What did I dream last night?
I dreamt I was the moon.
...

3.

This is the day the flies fall awake mid-sentence
and lie stunned on the windowsill shaking with speeches
only it isn't speech it is trembling sections of puzzlement which
break off suddenly as if the questioner had been shot

this is one of those wordy days
when they drop from their winter quarters in the curtains and sizzle as they fall
feeling like old cigarette butts called back to life
blown from the surface of some charred world

and somehow their wings which are little more than flakes of dead skin
have carried them to this blackened disembodied question

what dirt shall we visit today?
what dirt shall we re-visit?

they lift their faces to the past and walk about a bit
trying out their broken thought-machines
coming back with their used-up words

there is such a horrible trapped buzzing wherever we fly
it's going to be impossible to think clearly now until next winter
what should we
what dirt should we
...

Three people in the snow
getting rid of  themselves
breath by breath

and every six seconds a blackbird

three people in raincoats losing their tracks in the snow
walking as far as the edge and back again
with the trees exhausted
tapping at the sky

and every six seconds a blackbird

first three then two
passing one eye between them
and the eye is a white eraser rubbing them away

and on the edge a blackbird
trying over and over its broken line
trying over and over its broken line
...

Went out to a cafe last night a kind of hospital place with white cloths I was looking
for food all I found was the waiters were rude on their rounds the patients kept drumming
their fingers and opening their head-wounds what a burial place for dead leaves pale
endives and chives what a transplant place what a ward for transfusions those grinding engines
concealed behind napkins it's an underworld kept under clothes behind mouths I remember
the candle-lit clatter of teeth I was thinking Thank God for the background noise of the same CD
being played of a flute like a famished throat what a shame to be eaten

Then a man sat down he skewered a fact with his fork he was stroking his throat he
was bursting to talk but the woman on his left was lividly pin-pointing peas the woman
on his right was spitting a splatter of opinions mixed up with onions he said Ladies!
Admire me please! But the woman on his left was lifting a living fish to her lips the
woman on his right was dipping her fingertips in flesh she said I just ADORE the digestive system
how nocturnal it is to be eaten how airless and wet it's a quagland a wilderness when
you get down to that windowless work it's a murmurous gadget of blades which your eyes can't
enter look close! Look closer!
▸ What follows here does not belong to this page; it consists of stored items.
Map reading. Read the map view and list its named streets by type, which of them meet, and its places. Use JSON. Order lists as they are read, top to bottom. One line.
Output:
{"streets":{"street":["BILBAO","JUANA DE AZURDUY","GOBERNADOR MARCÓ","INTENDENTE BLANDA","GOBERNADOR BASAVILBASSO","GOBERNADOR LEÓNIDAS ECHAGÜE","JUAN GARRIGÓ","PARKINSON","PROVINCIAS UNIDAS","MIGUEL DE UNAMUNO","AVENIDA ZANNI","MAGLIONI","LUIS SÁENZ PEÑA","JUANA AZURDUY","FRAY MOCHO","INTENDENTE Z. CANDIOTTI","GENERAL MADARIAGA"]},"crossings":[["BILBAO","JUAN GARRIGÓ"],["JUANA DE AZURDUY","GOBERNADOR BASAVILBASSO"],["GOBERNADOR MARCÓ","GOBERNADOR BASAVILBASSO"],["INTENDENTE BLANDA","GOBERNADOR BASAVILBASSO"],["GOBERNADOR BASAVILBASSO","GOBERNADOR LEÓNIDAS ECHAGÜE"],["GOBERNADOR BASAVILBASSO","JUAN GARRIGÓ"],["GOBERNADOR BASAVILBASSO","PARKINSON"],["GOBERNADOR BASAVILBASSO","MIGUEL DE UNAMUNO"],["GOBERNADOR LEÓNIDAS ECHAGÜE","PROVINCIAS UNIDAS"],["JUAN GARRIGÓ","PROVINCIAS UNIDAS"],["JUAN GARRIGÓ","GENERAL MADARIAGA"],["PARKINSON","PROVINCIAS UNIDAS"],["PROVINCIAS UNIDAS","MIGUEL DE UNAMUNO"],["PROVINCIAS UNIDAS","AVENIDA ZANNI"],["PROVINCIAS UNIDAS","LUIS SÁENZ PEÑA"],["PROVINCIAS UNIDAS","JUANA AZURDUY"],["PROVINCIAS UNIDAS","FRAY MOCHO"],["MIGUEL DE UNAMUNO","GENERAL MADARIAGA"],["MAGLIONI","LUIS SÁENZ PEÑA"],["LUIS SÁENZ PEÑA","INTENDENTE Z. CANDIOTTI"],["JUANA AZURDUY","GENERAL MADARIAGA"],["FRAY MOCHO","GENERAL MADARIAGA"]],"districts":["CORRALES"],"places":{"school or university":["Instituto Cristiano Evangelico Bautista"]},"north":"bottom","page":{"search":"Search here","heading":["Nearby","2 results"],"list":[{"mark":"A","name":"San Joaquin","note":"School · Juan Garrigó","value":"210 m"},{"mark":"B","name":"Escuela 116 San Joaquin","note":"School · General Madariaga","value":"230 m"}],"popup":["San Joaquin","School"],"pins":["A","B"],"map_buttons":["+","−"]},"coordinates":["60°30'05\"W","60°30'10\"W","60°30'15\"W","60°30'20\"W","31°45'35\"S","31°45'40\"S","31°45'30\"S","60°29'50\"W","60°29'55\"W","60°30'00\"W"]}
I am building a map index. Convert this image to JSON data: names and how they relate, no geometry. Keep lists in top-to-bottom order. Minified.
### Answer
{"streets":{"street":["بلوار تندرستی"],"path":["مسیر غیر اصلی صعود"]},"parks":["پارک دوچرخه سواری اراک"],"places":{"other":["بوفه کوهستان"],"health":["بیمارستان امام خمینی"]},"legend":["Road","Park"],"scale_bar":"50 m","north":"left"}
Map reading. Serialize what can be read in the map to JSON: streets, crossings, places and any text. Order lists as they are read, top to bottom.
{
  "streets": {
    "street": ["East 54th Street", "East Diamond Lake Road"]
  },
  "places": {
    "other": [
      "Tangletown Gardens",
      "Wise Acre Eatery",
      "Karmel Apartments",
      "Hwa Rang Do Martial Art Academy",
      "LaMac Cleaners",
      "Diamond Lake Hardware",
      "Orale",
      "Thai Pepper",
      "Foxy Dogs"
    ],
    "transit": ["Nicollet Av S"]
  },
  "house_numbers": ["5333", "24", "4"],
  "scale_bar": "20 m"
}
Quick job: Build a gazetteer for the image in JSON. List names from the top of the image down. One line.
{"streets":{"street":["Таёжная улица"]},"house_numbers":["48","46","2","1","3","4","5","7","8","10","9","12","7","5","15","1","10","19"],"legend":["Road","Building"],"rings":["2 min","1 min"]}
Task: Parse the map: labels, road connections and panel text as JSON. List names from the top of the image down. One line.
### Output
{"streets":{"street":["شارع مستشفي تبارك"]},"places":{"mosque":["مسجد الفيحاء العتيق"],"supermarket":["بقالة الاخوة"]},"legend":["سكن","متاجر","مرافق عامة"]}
There are ferns and flowers that bloom in the gullet it's
a dayshift nightshift shaft full of clobber whole rooms full of water and winding steps lead out to
the exit he said listen! This is hardly conversation! We should ask each other questions! Are you
fond of me both? But the meat was still writhing in his mouth he was kissing his plate
he said Waiter! These kisses are cold and you're late!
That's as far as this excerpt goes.